Harry Potter and the Half-Blood Pimp

**WARNING: This review contains spoilers like how Hans Gruber kills Dumbledore at time signature 2:13:55. Consider yourself warned.**

What can I say about the Harry Potter franchise that has not been said before? Most comments are pretty much summed up with this:

Although this Harry Potter film doesn't have nearly as much fake gold or phat rhymes, it is nevertheless quite similar. Harry Potter is rocking a harem of rather demure but foxy British girls, spends a lot of his time dodging the law, and spends even more time brewing potions that will fuck you up faster than an Alabama Speedball. Harry has moved into his sex, drugs and magic weapons phase.

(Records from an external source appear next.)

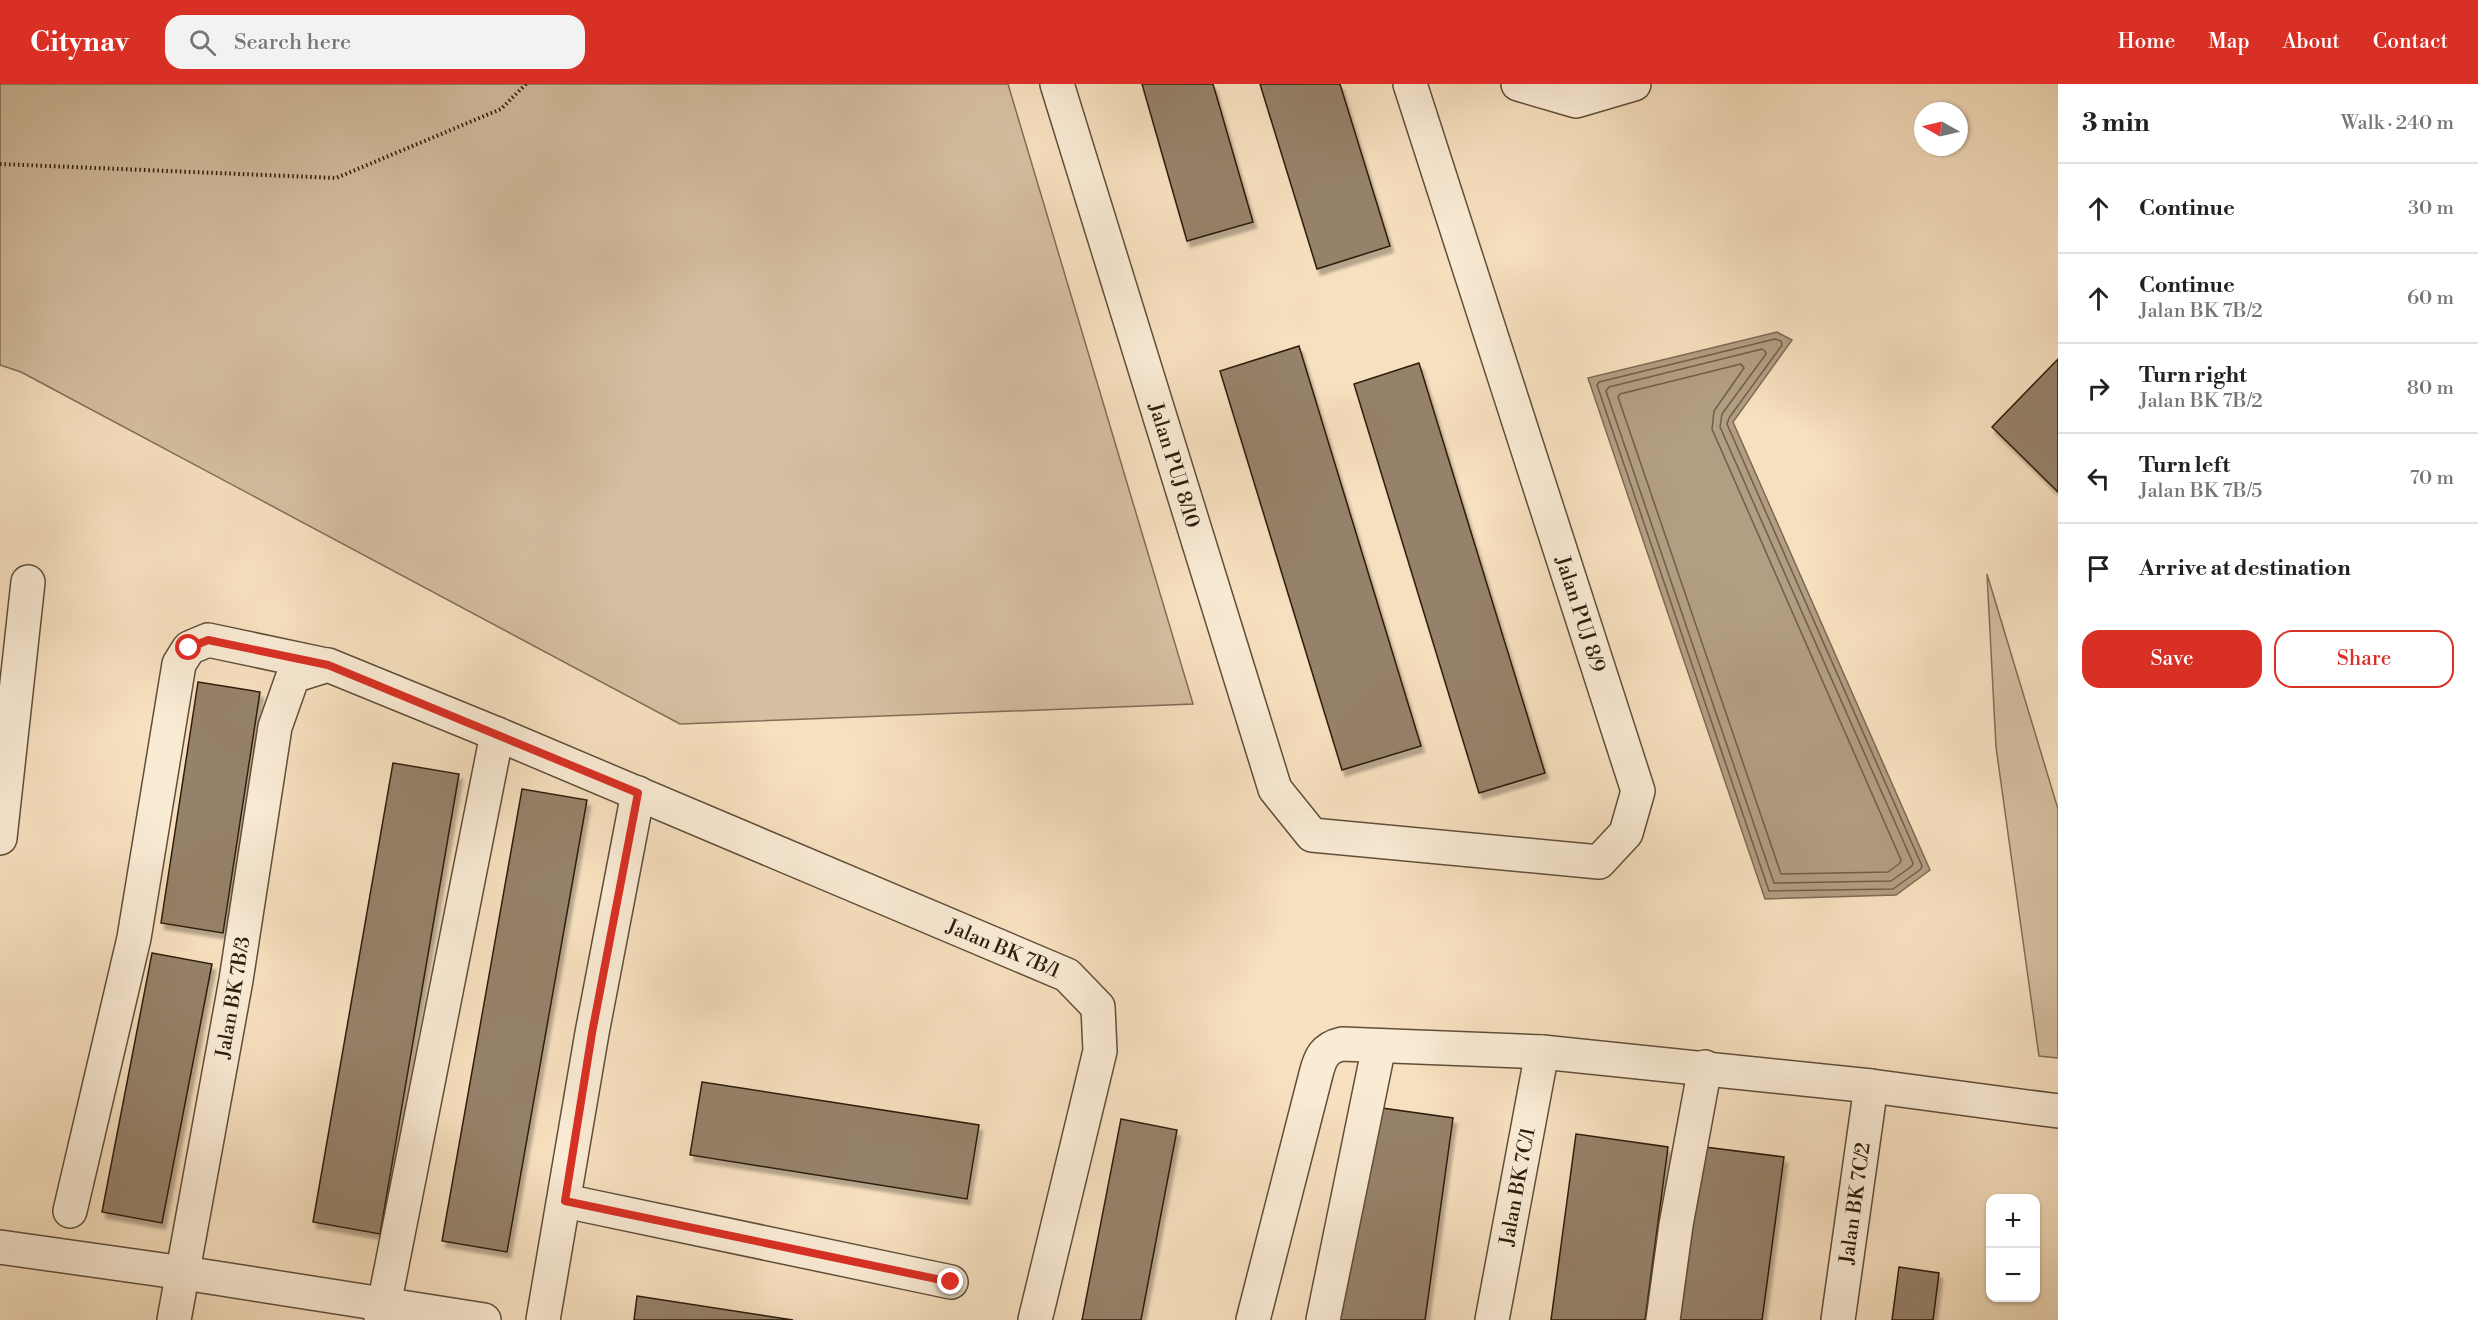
<!DOCTYPE html>
<html lang="en">
<head>
<meta charset="utf-8">
<style>
  :root { --surface:#fff; --page:#f2f2f2; --text:#202124; --muted:#757577; --line:#e0e0e0; --accent:#d93025 }
  body { margin:0; font-family:"Libre Bodoni",serif; background:var(--page); color:var(--text) }
  .controls { position:absolute; right:18px; bottom:18px; display:grid; overflow:hidden; border-radius:12px; box-shadow:0 2px 4px #0004 }
  .controls button { width:54px; height:54px; display:grid; place-items:center; padding:0; border:0; border-bottom:2px solid var(--line); background:var(--surface); color:var(--text); font:30px sans-serif }
  .compass { position:absolute; left:1914px; top:18px; width:54px; height:54px; border-radius:50%; background:var(--surface); box-shadow:0 2px 4px #0004; rotate:278deg }
  .stop { position:absolute; width:18px; height:18px; margin:-14px; border:4px solid #d93025; border-radius:50%; background:#fff }
  .stop.end { background:#d93025; border-color:#fff; box-shadow:0 2px 6px #0008 }
  .list { margin:0; padding:0; list-style:none }
  h2 { display:flex; justify-content:space-between; align-items:center; height:78px; margin:0; padding:0 24px; font-size:26px }
  h2 small { font-size:20px; font-weight:400; color:var(--muted) }
  .list li { display:grid; grid-template-columns:39px 1fr auto; gap:18px; align-items:center; box-sizing:border-box; height:90px; padding:0 24px; border-top:2px solid var(--line) }
  .list b { display:block; font-size:22px; white-space:nowrap }
  .list p { margin:0; font-size:20px; white-space:nowrap; color:var(--muted) }
  .list em { font-size:20px; font-style:normal; color:var(--muted) }
  .actions { display:flex; gap:12px; padding:18px 24px }
  .actions a { flex:1; padding:14px 0; border:2px solid var(--accent); border-radius:18px; text-align:center; font-size:21px; color:var(--accent) }
  .actions .main { background:var(--accent); color:#fff }
  .icon { flex:none; width:33px; height:33px; fill:none; stroke:currentColor; stroke-width:2; stroke-linecap:round; stroke-linejoin:round }
  .map { position:relative; flex:none; width:2058px; height:1236px; overflow:hidden }
  header { display:flex; align-items:center; gap:36px; box-sizing:border-box; height:84px; padding:0 30px; background:var(--accent); color:#fff }
  header strong { font-size:28px }
  nav { display:flex; gap:33px; margin-inline-start:auto; font-size:21px }
  .search { width:420px; height:54px; background:var(--page); display:flex; align-items:center; gap:15px; box-sizing:border-box; padding:0 21px; border-radius:18px; color:var(--muted); font-size:22px }
  main { display:flex }
  aside { flex:1; background:var(--surface) }
  .map>svg:first-child { display:block }
</style>
</head>
<body>
<header>
<strong>Citynav</strong>
<div class="search"><svg class="icon" aria-label="search" viewBox="0 0 24 24"><circle cx="10" cy="10" r="6"/><path d="M15 15l6 6"/></svg>Search here</div>
<nav><a>Home</a><a>Map</a><a>About</a><a>Contact</a></nav>
</header>
<main>
<div class="map">
<svg width="2058" height="1236" viewBox="0 0 2058 1236">
  <defs>
    <filter id="shadow"><feDropShadow dx="3.5" dy="6" stdDeviation="1.5" flood-color="#0004"/></filter>
  </defs>
  <rect width="100%" height="100%" fill="#f7e0bf"/>
  <filter id="stains"><feTurbulence type="fractalNoise" baseFrequency=".00333" numOctaves="4"/><feColorMatrix values="0 0 0 0 .2 0 0 0 0 .09 0 0 0 0 .02 0 0 0 .5 -.17"/></filter>
  <radialGradient id="worn" r=".72"><stop offset=".6" stop-color="#630" stop-opacity="0"/><stop offset="1" stop-color="#630" stop-opacity=".3"/></radialGradient>
  <!-- green -->
  <path fill="#d5bfa1" stroke="#816e57" stroke-width="1.5" d="M 0,0 L 1008,0 L 1193,620 L 680,640 L 21,288 L 0,281 Z
    M 1987,490 L 2058,725 L 2058,974 L 2039,972 L 1996,663 Z"/>
  <!-- water -->
  <path fill="#b29e82" stroke="#7d6a53" stroke-width="1.5" d="M 1777,248 L 1792,256 L 1733,338 L 1930,786 L 1896,811 L 1765,815 L 1588,294 Z"/>
  <g fill="none" stroke-linecap="round" stroke-linejoin="round">
    <!-- shore -->
    <path stroke="#705e48" stroke-width="1.5" d="M 1775,255 L 1781,257 L 1782,261 L 1729,334 L 1727,340 L 1922,782 L 1921,785 L 1893,805 L 1769,807 L 1597,301 L 1599,298 Z
      M 1762,265 L 1765,267 L 1766,270 L 1722,330 L 1720,343 L 1913,779 L 1912,782 L 1891,797 L 1774,799 L 1606,307 L 1609,303 Z
      M 1741,280 L 1744,284 L 1714,327 L 1712,345 L 1901,776 L 1900,779 L 1888,788 L 1781,790 L 1618,313 L 1620,310 Z"/>
  </g>
  <!-- building -->
  <path fill="#96826a" stroke="#2d1d0d" stroke-width="1.5" filter="url(#shadow)" d="M 1142,0 L 1213,0 L 1253,138 L 1187,157 Z
    M 1260,0 L 1340,0 L 1390,162 L 1317,185 Z
    M 1299,262 L 1421,662 L 1342,686 L 1220,287 Z
    M 2058,275 L 2058,408 L 1992,343 Z
    M 1419,279 L 1545,689 L 1479,709 L 1354,300 Z
    M 198,598 L 260,608 L 223,849 L 161,839 Z
    M 393,679 L 459,690 L 380,1150 L 313,1138 Z
    M 522,705 L 587,716 L 507,1168 L 442,1157 Z
    M 152,869 L 212,880 L 162,1139 L 102,1128 Z
    M 702,998 L 979,1041 L 967,1115 L 690,1071 Z
    M 1368,1022 L 1453,1034 L 1425,1236 L 1339,1236 Z
    M 1121,1035 L 1177,1046 L 1141,1236 L 1082,1236 Z
    M 1576,1050 L 1668,1063 L 1645,1236 L 1551,1236 Z
    M 1697,1062 L 1784,1073 L 1762,1236 L 1674,1236 Z
    M 1899,1183 L 1939,1189 L 1933,1236 L 1892,1236 Z
    M 637,1212 L 793,1236 L 634,1236 Z"/>
  <g fill="none" stroke-linecap="round" stroke-linejoin="round">
    <defs>
      <g id="minor">
        <path id="s1" d="M 1057,0 L 1275,705 L 1312,751 L 1599,778 L 1626,749 L 1638,707 L 1410,0"/>
        <path d="M 1518,0 L 1576,17 L 1634,0"/>
        <path d="M 0,754 L 28,498"/>
        <path d="M 565,1117 L 951,1198"/>
        <path d="M 70,1127 L 134,854 L 179,580 L 189,564 L 208,556 L 326,581"/>
        <path d="M 0,1163 L 184,1189 L 484,1236"/>
        <path id="s2" d="M 174,1236 L 236,896 L 275,643 L 293,592 L 328,581 L 497,650 L 1067,891 L 1098,923 L 1100,967 L 1035,1236"/>
        <path d="M 381,1236 L 497,650"/>
        <path d="M 543,1236 L 592,949 L 638,709"/>
        <path d="M 1253,1236 L 1316,990 C 1320,974 1324,964 1342,960 L 1542,968 L 1871,1002 L 2058,1027"/>
        <path d="M 1323,1236 L 1379,962"/>
        <path id="s3" d="M 1492,1236 L 1542,968"/>
        <path d="M 1663,1236 L 1676,1141 L 1705,983"/>
        <path id="s4" d="M 1838,1236 L 1871,1002"/>
      </g>
    </defs>
    <!-- minor casing -->
    <use href="#minor" stroke="#604e3a" stroke-width="36"/>
    <!-- path -->
    <path stroke="#2d1d0d" stroke-width="4" stroke-dasharray="1.5 3" stroke-linecap="butt" d="M 0,80 L 336,94 L 501,25 L 526,0"/>
    <!-- minor -->
    <use href="#minor" stroke="#faebd5" stroke-width="33"/>
  </g>
  <g fill="none" stroke-linecap="round" stroke-linejoin="round">
    <!-- route -->
    <path stroke="#d93025" stroke-width="8" d="M 189,564 L 208,556 L 328,581 L 638,709 L 592,949 L 565,1117 L 951,1198"/>
  </g>
  <g text-anchor="middle" stroke-width="6" stroke-linejoin="round" paint-order="stroke">
    <!-- street labels -->
    <g font-size="20" fill="#2d1d0d" stroke="#faebd5">
      <text dy="7" stroke="none"><textPath href="#s1" startOffset="399">Jalan PUJ 8/10</textPath></text>
      <text transform="translate(1581 530) rotate(72)" y="7">Jalan PUJ 8/9</text>
      <text dy="7" stroke="none"><textPath href="#s2" startOffset="1425">Jalan BK 7B/1</textPath></text>
      <text dy="7" stroke="none"><textPath href="#s2" startOffset="328">Jalan BK 7B/3</textPath></text>
      <text dy="7" stroke="none"><textPath href="#s3" startOffset="136">Jalan BK 7C/1</textPath></text>
      <text dy="7" stroke="none"><textPath href="#s4" startOffset="118">Jalan BK 7C/2</textPath></text>
    </g>
  </g>
  <rect width="100%" height="100%" filter="url(#stains)"/>
  <rect width="100%" height="100%" fill="url(#worn)"/>
</svg>
<div class="controls">
<button>+</button>
<button>−</button>
</div>
<svg class="compass" viewBox="-18 -18 36 36"><path d="M0-13l5 13h-10z" fill="#e53935"/><path d="M0 13l5-13h-10z" fill="#757577"/></svg>
<div class="stop" style="left:189px;top:564px"></div>
<div class="stop end" style="left:951px;top:1198px"></div>
</div>
<aside>
<h2>3 min<small>Walk · 240 m</small></h2>
<ul class="list">
<li><svg class="icon" aria-label="ahead" viewBox="0 0 24 24"><path d="M12 20V5M6 11l6-6 6 6"/></svg><div><b>Continue</b></div><em>30 m</em></li>
<li><svg class="icon" aria-label="ahead" viewBox="0 0 24 24"><path d="M12 20V5M6 11l6-6 6 6"/></svg><div><b>Continue</b><p>Jalan BK 7B/2</p></div><em>60 m</em></li>
<li><svg class="icon" aria-label="right" viewBox="0 0 24 24"><path d="M7 20v-9h11M14 6l5 5-5 5"/></svg><div><b>Turn right</b><p>Jalan BK 7B/2</p></div><em>80 m</em></li>
<li><svg class="icon" aria-label="left" viewBox="0 0 24 24"><path d="M17 20v-9H6M10 6l-5 5 5 5"/></svg><div><b>Turn left</b><p>Jalan BK 7B/5</p></div><em>70 m</em></li>
<li><svg class="icon" aria-label="arrive" viewBox="0 0 24 24"><path d="M6 21V4h12l-3 4 3 4H6"/></svg><div><b>Arrive at destination</b></div></li>
</ul>
<div class="actions"><a class="main">Save</a><a>Share</a></div>
</aside>
</main>
</body>
</html>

Everybody knew this film would be the biggest hit since George Lucas first masturbated into an old Kurosawa print. Nevertheless, even I was surprised by how HP rocked the house at the midnight showings. In P-town, Harry Potter and the Halfblood Prince had to compete with Dave Chapelle causing a drunken riot in Pioneer Square, but HP still managed to sell out all six midnight shows downtown and two theaters had to resort to 3 am showings to stem the mob. Due to the aforementioned drunken rioting, I was in those later shows.

It is first worth a note that Harry Potter and the Half Blood Prince is basically a three-hour drug odyssey... with magic! Harry finds a book allowing him to brew potent psychoactive beverages, so he brews up a batch of primo black tar heroin for professor Slughorn. Slughorn gives Harry a large vial of meth which comes in use way later, because soon after Ron accidentally overdoses on Harry's stash of Ecstasy. Slughorn tries to calm the tweaker down with barbiturates and alcohol, which turns out to be a bad idea because Ron almost dies, forcing Harry to save him with adrenaline shot. The first half of the movie is like the children's version of Requiem for a Dream, and the soundtrack is just as annoying and repetitive. Despite the fact that there is no White Castle, the filmmakers got one thing right: magical or not, boarding school is pretty much a sex-fueled drug binge filled with crazy professors, magical beasts and many, many sugary foods. (There are so many cakes, cookies, and bowls of ice cream in this movie that you'll swear the director had the munchies.)

But then if you wait until the second hour, there are Zombies. Zombies, Zombies, Zombies.

Harry and Dumbledore go to a hidden cave in order to destroy a lich box-- anybody who has read the book already knows that there is a whole army of deadites under the water and neither Harry or Dumble have the proper spell to turn their arms into chainsaws, so the anticipation before the undead mayhem is palpable. Before the Romero hordes make their move, Dumbledore drinks a lot of poison and is down for the count (we all know wizards can't succeed fortitude saves). The zombies finally attack when Harry gets an evil shell full of water so Dumbledore can chaise the poison (yeah, that ocean water is really going to help). Harry's boom stick soon runs out of ammo and things look grim, but Dumbledore apparently forgot to add in his level bonuses the first time, because he casts a fiery spell affectionately dubbed the "Maximus Pimpus" whose verbal component is ostensibly screaming "you shall not pass!" as if Ian McKellen owed you money.

Meanwhile in the faraway land of plot, nothing much really happens. Everybody seems to know that Draco needs to kill Dumbledore, and nobody really does anything to stop it. Harry spends most of the year desperately searching for plot only to find out that Dumbledore really knew most of the information Harry could have provided already and had been doing the cool stuff off-screen. The whole "destroy the lich boxes" thing doesn't come until almost 2 hours into the film. Harry and Ginnie have less screen chemistry than Edward and Bella, and Nevile and Lovegood are apparently only in the movie for contractual reasons-- their presence serves no point other than fan service. 

All in all, HP and the HP was terrifically enjoyable, if just for the hordes of screaming fans, opportunities for theater snark, and great-but-overused visual effects. Highly suggested.